Demystify Transposed Convolutional Layers
The transposed convolutional layer is widely applied in Auto Encoder and Generative Adversarial Networks (GAN), which serves as one way to upsample the data.
This is a simple concept, but in my learning process, I was confused by a lot of inconsistent materials. Therefore, I would like to create this tutorial, use both animation and PyTorch code to clearly explain the parameters and math of transposed convolutional layers. All source files are on my Github Repo.
Acknowledgment: The style of animation design is inspired by conv_arithmetic. (Although, it confused me a lot in my learning process.)
1.Default case
Let’s start with the simplest case.
Figure 1 shows the calculation process of a transposed convolutional layer with kernel_size to be 3, and other parameters set to default. The dimensions of input (2x2) and output (4x4) could be easily recognized.

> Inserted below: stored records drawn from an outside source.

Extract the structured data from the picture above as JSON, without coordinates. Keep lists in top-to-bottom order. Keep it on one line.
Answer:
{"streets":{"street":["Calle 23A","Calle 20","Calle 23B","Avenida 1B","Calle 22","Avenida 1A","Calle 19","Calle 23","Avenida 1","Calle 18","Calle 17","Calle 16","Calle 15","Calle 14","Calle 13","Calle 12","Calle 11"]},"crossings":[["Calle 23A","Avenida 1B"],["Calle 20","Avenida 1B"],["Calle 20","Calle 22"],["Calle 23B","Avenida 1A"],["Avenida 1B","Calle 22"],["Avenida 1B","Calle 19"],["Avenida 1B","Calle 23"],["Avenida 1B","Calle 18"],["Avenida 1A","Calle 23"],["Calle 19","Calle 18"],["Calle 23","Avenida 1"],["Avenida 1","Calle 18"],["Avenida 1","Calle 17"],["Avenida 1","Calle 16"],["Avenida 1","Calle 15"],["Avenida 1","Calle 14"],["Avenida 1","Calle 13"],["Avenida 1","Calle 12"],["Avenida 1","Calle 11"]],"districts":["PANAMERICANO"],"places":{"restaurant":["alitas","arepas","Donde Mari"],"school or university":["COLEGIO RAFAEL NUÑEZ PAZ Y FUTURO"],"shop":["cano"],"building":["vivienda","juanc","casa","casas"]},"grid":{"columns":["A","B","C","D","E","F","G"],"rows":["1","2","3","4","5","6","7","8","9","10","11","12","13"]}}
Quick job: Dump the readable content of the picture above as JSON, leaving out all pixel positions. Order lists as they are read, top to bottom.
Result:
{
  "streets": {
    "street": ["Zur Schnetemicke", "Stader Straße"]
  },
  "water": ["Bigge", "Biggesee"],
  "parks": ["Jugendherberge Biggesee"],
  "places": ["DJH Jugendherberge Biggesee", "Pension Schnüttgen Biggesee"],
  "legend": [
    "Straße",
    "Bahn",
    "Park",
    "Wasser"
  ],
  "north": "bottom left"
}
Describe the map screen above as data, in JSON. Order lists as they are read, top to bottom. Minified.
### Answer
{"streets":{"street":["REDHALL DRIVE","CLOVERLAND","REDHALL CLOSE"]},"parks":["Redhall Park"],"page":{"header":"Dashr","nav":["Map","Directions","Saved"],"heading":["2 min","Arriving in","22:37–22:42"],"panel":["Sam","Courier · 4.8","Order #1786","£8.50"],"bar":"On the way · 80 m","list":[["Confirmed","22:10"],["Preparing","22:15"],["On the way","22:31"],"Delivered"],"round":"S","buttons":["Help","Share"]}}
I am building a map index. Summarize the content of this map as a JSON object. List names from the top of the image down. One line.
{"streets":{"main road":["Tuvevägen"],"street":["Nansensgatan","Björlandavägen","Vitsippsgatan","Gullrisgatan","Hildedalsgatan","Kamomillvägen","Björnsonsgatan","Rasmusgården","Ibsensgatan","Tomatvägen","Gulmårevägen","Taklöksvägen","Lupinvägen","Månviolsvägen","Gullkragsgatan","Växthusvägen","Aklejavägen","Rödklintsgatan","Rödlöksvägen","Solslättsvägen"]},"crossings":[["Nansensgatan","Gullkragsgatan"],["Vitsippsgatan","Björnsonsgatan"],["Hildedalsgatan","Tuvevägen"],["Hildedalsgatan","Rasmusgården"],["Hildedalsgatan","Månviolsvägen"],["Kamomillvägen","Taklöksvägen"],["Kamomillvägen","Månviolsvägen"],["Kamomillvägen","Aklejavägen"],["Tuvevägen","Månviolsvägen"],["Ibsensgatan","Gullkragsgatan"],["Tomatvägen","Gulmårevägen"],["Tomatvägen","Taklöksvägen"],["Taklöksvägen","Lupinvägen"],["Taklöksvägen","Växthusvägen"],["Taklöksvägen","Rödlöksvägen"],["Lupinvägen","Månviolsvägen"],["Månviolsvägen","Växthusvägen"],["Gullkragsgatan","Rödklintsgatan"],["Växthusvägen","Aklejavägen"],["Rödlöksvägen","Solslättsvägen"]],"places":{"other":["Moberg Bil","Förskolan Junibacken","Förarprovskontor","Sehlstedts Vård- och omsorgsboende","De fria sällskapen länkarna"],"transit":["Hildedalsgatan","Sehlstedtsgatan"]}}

Following is the by-step calculation process. As the animation shows, there are 4 steps to generate the final output.
Let’s verify the same calculation using PyTorch:
2.Stride
Next, we will change the parameter stride, leave everything else to be the same as the 1st case.
The PyTorch document indicates:
stride
controls the stride for the cross-correlation.
The document is only for reference. Personally, I did not understand it at first. But the following visualization should be clear. The default value of stride is 1, here we set stride to be 2.
As you can see, after each multiplication step, the kernel matrix moves 2 steps horizontally until it hits the end, and then move 2 steps vertically and start from the beginning.
Let’s see the calculation processes:
Let’s verify by pytorch:
3.Padding
We will keep building based on stride case, this time we change parameter padding to 1. In previous cases, the padding has default value 0.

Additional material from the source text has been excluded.